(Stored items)
________________

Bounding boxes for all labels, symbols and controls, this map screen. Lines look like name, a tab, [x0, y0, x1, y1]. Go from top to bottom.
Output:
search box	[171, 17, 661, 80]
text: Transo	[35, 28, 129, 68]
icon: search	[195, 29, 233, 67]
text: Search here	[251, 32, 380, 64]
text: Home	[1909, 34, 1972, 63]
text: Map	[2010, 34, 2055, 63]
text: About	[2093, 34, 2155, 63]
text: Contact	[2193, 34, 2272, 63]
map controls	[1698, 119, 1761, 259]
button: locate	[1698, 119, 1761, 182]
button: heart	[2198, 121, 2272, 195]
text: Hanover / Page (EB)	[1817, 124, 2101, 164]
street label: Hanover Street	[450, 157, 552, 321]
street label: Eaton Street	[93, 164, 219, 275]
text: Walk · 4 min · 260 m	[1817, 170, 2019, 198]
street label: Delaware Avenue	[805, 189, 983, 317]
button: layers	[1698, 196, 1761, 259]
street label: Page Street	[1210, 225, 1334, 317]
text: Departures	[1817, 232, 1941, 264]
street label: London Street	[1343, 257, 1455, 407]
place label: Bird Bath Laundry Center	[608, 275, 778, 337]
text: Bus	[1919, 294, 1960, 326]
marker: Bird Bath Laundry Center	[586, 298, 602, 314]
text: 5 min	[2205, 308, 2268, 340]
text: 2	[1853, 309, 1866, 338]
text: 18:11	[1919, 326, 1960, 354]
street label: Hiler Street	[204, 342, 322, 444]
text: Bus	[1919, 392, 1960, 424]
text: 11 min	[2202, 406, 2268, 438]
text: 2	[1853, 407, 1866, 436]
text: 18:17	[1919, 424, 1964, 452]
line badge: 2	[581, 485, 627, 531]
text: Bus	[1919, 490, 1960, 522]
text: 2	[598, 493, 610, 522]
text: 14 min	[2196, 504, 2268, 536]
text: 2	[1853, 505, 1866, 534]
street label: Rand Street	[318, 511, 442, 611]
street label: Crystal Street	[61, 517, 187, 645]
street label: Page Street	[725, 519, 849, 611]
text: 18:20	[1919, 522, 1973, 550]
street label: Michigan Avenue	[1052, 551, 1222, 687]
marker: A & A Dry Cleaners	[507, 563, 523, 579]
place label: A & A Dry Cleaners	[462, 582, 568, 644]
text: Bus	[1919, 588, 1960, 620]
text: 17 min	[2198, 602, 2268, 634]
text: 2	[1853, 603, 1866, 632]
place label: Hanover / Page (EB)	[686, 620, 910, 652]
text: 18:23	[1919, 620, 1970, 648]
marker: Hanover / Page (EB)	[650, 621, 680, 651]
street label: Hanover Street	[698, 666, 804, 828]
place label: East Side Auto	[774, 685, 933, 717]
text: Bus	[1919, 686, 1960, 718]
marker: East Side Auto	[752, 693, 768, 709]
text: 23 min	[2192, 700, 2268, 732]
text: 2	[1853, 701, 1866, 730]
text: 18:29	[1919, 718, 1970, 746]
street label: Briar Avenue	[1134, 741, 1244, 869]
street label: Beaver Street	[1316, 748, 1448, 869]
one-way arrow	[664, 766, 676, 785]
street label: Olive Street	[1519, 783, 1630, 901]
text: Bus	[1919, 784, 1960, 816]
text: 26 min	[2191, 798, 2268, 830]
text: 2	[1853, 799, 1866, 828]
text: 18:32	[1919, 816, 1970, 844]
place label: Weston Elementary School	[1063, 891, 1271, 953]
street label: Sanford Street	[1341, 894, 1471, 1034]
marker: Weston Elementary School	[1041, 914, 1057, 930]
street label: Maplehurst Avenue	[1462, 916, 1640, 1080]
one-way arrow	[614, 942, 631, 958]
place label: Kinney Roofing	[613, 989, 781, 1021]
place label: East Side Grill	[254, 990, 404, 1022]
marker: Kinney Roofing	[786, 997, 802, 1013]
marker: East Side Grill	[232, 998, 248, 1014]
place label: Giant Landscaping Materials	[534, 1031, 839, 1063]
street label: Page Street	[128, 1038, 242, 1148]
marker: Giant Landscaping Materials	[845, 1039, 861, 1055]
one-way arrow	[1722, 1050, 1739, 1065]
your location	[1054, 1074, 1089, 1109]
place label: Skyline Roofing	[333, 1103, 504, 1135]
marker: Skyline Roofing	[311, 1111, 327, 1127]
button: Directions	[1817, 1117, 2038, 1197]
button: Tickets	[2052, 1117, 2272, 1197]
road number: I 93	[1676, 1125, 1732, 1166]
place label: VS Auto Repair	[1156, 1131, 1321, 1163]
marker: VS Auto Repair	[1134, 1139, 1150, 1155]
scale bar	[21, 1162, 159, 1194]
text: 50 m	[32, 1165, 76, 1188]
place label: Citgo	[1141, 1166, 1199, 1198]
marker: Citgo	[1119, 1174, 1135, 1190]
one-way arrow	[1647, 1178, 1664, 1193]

________________

→ **Task brief**:
Look for the word "Side". Copy out every line of the data that has it.

→ **Task answer**:
place label: East Side Auto	[774, 685, 933, 717]
marker: East Side Auto	[752, 693, 768, 709]
place label: East Side Grill	[254, 990, 404, 1022]
marker: East Side Grill	[232, 998, 248, 1014]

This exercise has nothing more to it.